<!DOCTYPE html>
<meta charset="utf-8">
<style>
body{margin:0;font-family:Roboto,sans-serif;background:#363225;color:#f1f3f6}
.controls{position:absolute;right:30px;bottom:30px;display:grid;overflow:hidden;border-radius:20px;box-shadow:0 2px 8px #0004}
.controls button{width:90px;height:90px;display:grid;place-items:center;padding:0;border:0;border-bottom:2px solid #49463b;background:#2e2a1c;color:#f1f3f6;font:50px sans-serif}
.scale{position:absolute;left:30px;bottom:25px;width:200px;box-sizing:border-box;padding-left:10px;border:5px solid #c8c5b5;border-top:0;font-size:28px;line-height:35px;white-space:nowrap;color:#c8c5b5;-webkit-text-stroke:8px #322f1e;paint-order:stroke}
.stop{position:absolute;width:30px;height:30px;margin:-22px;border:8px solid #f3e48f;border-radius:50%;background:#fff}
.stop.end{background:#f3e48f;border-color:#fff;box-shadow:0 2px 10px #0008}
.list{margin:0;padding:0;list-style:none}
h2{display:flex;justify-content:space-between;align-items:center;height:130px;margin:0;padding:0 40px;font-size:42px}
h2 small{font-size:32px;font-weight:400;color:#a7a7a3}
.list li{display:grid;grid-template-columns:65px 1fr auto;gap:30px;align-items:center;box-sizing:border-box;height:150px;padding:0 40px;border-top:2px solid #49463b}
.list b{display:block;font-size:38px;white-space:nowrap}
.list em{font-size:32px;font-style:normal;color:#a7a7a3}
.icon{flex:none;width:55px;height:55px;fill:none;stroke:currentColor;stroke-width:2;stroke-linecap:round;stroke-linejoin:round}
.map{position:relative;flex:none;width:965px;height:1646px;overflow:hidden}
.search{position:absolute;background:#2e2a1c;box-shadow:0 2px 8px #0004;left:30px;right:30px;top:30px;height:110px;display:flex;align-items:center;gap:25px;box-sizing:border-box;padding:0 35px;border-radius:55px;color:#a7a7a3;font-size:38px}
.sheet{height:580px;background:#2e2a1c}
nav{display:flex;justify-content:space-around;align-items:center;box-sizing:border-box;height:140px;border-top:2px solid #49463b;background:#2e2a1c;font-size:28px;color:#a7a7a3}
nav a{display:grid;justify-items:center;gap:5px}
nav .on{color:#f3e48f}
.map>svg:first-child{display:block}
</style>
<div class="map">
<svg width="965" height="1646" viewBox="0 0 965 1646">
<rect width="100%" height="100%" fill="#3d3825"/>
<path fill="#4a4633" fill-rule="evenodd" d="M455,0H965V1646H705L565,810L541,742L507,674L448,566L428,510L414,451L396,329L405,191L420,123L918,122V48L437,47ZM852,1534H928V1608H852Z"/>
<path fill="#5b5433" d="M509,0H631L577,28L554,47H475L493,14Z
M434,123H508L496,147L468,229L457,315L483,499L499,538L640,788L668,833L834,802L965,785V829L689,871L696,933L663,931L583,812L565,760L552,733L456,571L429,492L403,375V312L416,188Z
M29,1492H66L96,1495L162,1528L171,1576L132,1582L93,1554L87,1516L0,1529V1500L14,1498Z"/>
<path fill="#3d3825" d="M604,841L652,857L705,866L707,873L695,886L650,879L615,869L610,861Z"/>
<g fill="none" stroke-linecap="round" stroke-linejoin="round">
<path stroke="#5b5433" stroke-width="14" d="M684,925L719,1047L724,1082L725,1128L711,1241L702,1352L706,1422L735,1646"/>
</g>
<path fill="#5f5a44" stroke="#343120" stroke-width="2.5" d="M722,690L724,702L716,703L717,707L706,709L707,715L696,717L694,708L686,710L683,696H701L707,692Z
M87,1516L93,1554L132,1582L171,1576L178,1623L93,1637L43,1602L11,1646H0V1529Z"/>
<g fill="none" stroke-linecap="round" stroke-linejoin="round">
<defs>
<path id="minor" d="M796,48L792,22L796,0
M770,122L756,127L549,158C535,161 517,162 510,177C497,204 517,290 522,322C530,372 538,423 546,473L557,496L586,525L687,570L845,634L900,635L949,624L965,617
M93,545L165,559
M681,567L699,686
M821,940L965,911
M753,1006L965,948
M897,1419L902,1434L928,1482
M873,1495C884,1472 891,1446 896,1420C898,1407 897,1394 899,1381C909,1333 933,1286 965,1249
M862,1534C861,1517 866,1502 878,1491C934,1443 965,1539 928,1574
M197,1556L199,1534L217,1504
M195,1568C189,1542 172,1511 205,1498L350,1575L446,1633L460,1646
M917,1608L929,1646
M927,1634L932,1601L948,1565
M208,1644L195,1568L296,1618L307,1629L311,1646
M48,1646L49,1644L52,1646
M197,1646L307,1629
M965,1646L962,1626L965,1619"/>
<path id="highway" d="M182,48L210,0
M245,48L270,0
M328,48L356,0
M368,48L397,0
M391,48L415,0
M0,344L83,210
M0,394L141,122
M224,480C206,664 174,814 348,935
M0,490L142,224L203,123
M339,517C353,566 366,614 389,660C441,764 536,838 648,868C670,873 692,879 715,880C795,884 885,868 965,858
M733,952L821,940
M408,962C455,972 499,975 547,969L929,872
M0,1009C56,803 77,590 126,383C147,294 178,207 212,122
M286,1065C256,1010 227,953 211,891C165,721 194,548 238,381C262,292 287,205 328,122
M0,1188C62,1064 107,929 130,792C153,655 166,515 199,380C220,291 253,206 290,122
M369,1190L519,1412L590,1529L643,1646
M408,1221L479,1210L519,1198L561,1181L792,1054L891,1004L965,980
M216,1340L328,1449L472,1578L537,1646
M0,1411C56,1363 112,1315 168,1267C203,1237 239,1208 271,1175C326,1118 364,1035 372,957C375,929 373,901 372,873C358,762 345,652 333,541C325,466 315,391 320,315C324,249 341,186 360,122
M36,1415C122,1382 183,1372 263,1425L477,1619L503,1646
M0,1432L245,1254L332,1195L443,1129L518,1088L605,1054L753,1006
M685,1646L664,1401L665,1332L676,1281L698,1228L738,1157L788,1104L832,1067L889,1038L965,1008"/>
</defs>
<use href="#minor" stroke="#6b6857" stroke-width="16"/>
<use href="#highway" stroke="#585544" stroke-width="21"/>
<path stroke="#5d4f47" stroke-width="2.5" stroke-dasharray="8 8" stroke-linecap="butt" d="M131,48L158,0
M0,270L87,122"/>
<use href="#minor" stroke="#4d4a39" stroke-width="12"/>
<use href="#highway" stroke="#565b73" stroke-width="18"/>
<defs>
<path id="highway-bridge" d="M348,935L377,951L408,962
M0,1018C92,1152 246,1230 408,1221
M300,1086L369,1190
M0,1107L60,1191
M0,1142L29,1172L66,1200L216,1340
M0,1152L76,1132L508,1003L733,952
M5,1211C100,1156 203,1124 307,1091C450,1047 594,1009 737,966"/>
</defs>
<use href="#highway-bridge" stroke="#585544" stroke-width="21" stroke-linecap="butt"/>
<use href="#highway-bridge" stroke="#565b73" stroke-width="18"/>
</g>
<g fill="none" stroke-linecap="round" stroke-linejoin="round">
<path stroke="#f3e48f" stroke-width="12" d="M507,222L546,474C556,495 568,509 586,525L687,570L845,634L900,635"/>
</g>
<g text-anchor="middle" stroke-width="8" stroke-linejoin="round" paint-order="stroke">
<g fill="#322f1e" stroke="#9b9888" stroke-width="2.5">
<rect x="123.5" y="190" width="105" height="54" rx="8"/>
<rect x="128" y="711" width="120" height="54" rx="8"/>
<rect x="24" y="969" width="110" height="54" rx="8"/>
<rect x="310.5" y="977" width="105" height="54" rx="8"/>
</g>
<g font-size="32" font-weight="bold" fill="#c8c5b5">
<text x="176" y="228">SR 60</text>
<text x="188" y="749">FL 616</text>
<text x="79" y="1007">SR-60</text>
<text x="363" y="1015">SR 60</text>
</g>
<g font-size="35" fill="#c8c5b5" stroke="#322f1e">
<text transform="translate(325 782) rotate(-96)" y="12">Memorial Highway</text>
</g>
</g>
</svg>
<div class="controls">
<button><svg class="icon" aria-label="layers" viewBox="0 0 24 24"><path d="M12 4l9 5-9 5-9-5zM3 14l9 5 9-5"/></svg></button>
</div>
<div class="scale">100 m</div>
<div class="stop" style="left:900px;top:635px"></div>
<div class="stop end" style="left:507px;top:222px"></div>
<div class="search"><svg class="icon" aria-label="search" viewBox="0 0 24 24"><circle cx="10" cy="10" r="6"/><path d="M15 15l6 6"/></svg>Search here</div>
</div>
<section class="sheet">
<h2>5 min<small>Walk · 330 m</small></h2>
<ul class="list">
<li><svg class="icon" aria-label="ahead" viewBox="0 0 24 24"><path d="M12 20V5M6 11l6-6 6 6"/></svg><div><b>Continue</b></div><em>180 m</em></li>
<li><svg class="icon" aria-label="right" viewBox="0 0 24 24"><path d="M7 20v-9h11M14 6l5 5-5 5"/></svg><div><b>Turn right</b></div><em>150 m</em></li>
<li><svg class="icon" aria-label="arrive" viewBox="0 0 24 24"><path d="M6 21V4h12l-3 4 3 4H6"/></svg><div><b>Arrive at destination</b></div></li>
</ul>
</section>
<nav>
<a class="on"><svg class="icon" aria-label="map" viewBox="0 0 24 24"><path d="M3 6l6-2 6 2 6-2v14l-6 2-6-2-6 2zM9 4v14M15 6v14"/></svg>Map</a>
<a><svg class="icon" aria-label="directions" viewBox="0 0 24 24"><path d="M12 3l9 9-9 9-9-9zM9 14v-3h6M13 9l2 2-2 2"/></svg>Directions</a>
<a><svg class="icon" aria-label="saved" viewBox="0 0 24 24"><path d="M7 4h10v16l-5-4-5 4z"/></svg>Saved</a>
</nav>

· · ·

Assignment:
Work out how many lines in the records include "white". Only the number should be given.

Answer for this exercise:
2